Zac Hatfield-Dodds comments on What’s up with the bad Meta projects?

Zac Hatfield-Dodds 18 Aug 2022 8:29 UTC
12 points
4
I’m not sure what you mean by “running on fewer resources”—it’s a 175 billion parameter model, so it has the same minimum hardware requirements as GPT-3.

Their inference setup likely uses the same hardware per-response, but I’d guess OpenAI has much faster kernels so Meta would need more hardware to serve a given traffic rate. However, that’s totally unrelated to the quality of each response.

Blenderbot is based on their largest “OPT” model, presumably fine-tuned somehow, after a training run which was explicitly imitating GPT-3 after they couldn’t work out better hyperparameters, though I’d add it’s pretty badly under-trained even according to pre-chinchilla scaling.

(all views my own, you know the drill)
- ChristianKl 18 Aug 2022 9:55 UTC
  3 points
  1
  Parent
  It seems you are right. I thought previously that BlenderBot was supposed to be useable outside of the research enviroment.
  I read through the description and a key difference seems to be that Blenderbot actually has long-term memory about the user with whom it interacts.
  - Yitz 18 Aug 2022 14:58 UTC
    5 points
    4
    Parent
    Except that it doesn’t really! The interpretations it stores in “memory” (which is just a small notepad) are so out-of-sync with what went on in the conversation previously that I think it may be doing worse with that memory than without it. As an anecdotal observation: I asked what it thought of Eliezer Yudkowsky’s take on AI ethics, and it responded asking me if I knew that [insert first sentence of wiki page about Yudkowsky here], and stored the “memory” that I enjoyed Harry Potter (presumably because of Yud’s fanfic?).
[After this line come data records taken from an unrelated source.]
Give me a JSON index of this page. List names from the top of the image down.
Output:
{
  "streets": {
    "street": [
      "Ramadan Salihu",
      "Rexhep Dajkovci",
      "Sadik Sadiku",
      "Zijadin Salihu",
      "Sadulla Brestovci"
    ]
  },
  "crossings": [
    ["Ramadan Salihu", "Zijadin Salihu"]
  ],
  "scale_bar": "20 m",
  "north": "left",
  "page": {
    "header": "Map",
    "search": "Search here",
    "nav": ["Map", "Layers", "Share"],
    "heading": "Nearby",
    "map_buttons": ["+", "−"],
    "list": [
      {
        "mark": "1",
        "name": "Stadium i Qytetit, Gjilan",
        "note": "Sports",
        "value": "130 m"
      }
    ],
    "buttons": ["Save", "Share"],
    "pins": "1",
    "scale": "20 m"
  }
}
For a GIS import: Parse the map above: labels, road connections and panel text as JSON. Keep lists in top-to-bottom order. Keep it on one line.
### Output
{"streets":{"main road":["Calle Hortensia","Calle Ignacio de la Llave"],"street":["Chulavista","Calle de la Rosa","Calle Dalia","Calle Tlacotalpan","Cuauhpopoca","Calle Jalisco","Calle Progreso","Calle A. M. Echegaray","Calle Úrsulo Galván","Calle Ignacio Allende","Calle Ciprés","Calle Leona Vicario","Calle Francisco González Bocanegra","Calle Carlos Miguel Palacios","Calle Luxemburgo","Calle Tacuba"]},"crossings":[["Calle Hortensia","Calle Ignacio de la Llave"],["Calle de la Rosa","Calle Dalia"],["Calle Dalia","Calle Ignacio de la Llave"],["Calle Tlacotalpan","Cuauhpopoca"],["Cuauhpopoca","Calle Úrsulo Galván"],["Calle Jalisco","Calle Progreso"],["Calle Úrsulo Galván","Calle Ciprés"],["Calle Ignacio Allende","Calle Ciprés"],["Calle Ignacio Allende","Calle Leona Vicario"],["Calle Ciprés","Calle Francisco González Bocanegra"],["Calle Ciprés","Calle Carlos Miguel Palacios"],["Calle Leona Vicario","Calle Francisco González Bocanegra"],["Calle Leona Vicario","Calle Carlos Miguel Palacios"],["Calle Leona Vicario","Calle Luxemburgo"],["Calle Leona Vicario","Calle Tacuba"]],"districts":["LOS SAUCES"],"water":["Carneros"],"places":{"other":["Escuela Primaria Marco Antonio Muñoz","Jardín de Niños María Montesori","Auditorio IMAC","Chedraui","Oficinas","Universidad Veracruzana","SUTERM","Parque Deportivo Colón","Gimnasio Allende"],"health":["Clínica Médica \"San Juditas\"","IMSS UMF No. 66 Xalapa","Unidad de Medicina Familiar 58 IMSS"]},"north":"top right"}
It then proceeded to tell me that God is real and I should believe in Him, which assuming that Yudkowsky is not in fact God, had nothing to do with anything previously discussed. It definitely is not usable outside of a research environment, which Meta should have known, but nonetheless their PR pitch has been promoting it as giving general consumers free access to a cutting-edge conversational chatbot (which it really really isn’t).
    - ChristianKl 19 Aug 2022 9:53 UTC
      2 points
      0
      Parent
      That sounds like it performing worse than because it tries to do the thing with memory. That sounds like an okay tradeoff if you want to have long-term success with having memory.
      It definitely is not usable outside of a research environment, which Meta should have known, but nonetheless their PR pitch has been promoting it as giving general consumers free access to a cutting-edge conversational chatbot
      I expect that you are wrong about that and that there are people who have fun chatting with it. Even if it’s a MVP that’s not very powerful there’s still a good chance that some people will find it useable.
      To improve the product it’s important to have people using it and providing more data, so it makes sense to announce it in a way that gets more people to use it.